William Gilpatrick has the contract for repairing the roof and other parts of the J. W. Dearborn house damaged by fire.

Nelson J. Norton expects to occupy the east side of the Dearborn house after the repairing has been made.

Rev. A. B. Thompson, pastor of the Advent Christian Church of Goodwin Hills, Me., will preach at the Advent Christian Church here next Sunday. All are welcome.

The ladies at the beach are to give a large party today (Thursday) for which invitations have been issued to many in town. It is to be held in the engine house.

Charles Brown of Amesbury, is a welcome guest in the home of Mrs. Lydia Brown every two weeks.

Rev. Mr. Buker, of Contoocook, will preach at the Baptist church next Sunday morning.

The Ladies Aid society of the Congregational church will hold a Washington social and chicken pie supper in the chapel Friday, Feb. 25. Supper served from 5 to 7 'oclock. There will be an entertainment at 7:45. Admission to all, 25 cents.

Mrs. Edwin Hobbs, a very highly respect citizen of Hampton, died on Friday. Mrs. Hobbs was Hannah Susan Felch of Seabrook, and was in her early days an experienced nurse. She married Mr. Hobbs in 1866 and of this union two children survive to mourn the loss of a good mother, Mrs. George Towle and Mr. Stephen Hobbs. The funeral services were held on Sunday, conducted by Rev. J. A. Ross, and the remains carried to Mt. Auburn on Monday for cremation.

There was a Memorial Service held in the Second church in Dorchester, for Mr. and Mrs. George Watson on Sunday, Feb. 6th, and a most admirable sermon preached by Rev. Jason Pierce. So many have requested copies of this sermon, it is now being printed. Mr. Pierce was untiring in his administrations to the sick and has since endeavored to comfort the stricken family. Many heard Mr. Pierce speak before the Congregational club a year ago.

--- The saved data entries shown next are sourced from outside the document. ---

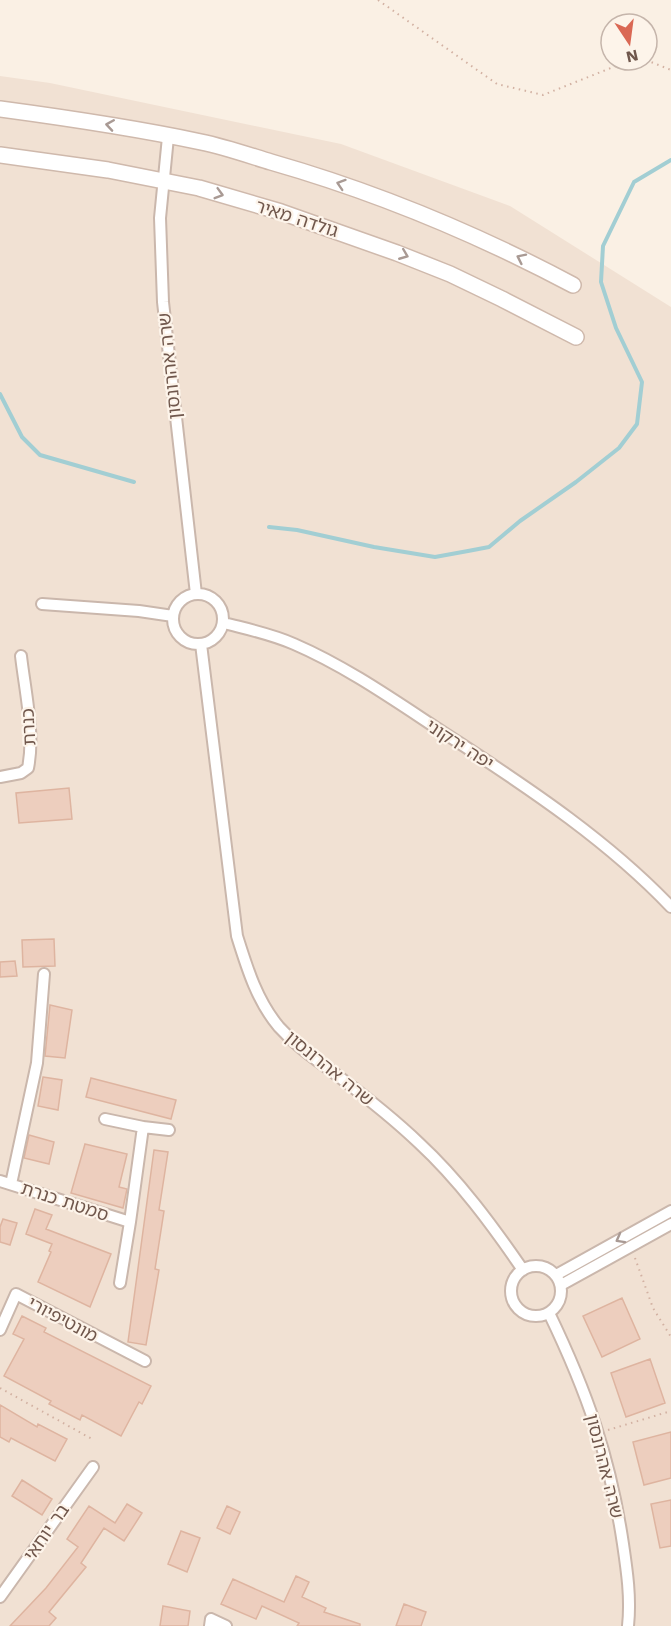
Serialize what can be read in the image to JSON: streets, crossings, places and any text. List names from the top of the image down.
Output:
{
  "streets": {
    "main road": ["גולדה מאיר"],
    "street": [
      "שרה אהרונסון",
      "כנרת",
      "יפה ירקוני",
      "סמטת כנרת",
      "מונטיפיורי",
      "בר יוחאי"
    ]
  },
  "crossings": [
    ["גולדה מאיר", "שרה אהרונסון"],
    ["שרה אהרונסון", "יפה ירקוני"]
  ],
  "north": "bottom"
}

Howard G. Lane very pleasantly introduced the artists who were to give a most pleasing concert to a large audience in the town hall on Wednesday evening. This had been advertised as the crowning entertainment and it full answered all the encomiums which had been given it. However the four lectures have all been so excellent it is difficult to name the best, as the selections have each been the best of its kind. The reader was greatly enjoyed, because he read well and was so wise in his selections, and the old songs and sacred selections pleased all. The philanthropy which gave this course of lectures to the public, is greatly appreciated by all so fortunate as to have been present at the entertainments.

Miss Hazel Brown, who has been quite ill, is reported better.

Sympathy is extended to Mr. and Mrs. Victor G. Garland in the loss of their baby boy, born last week. Mrs. Garland lies in a critical condition in her home.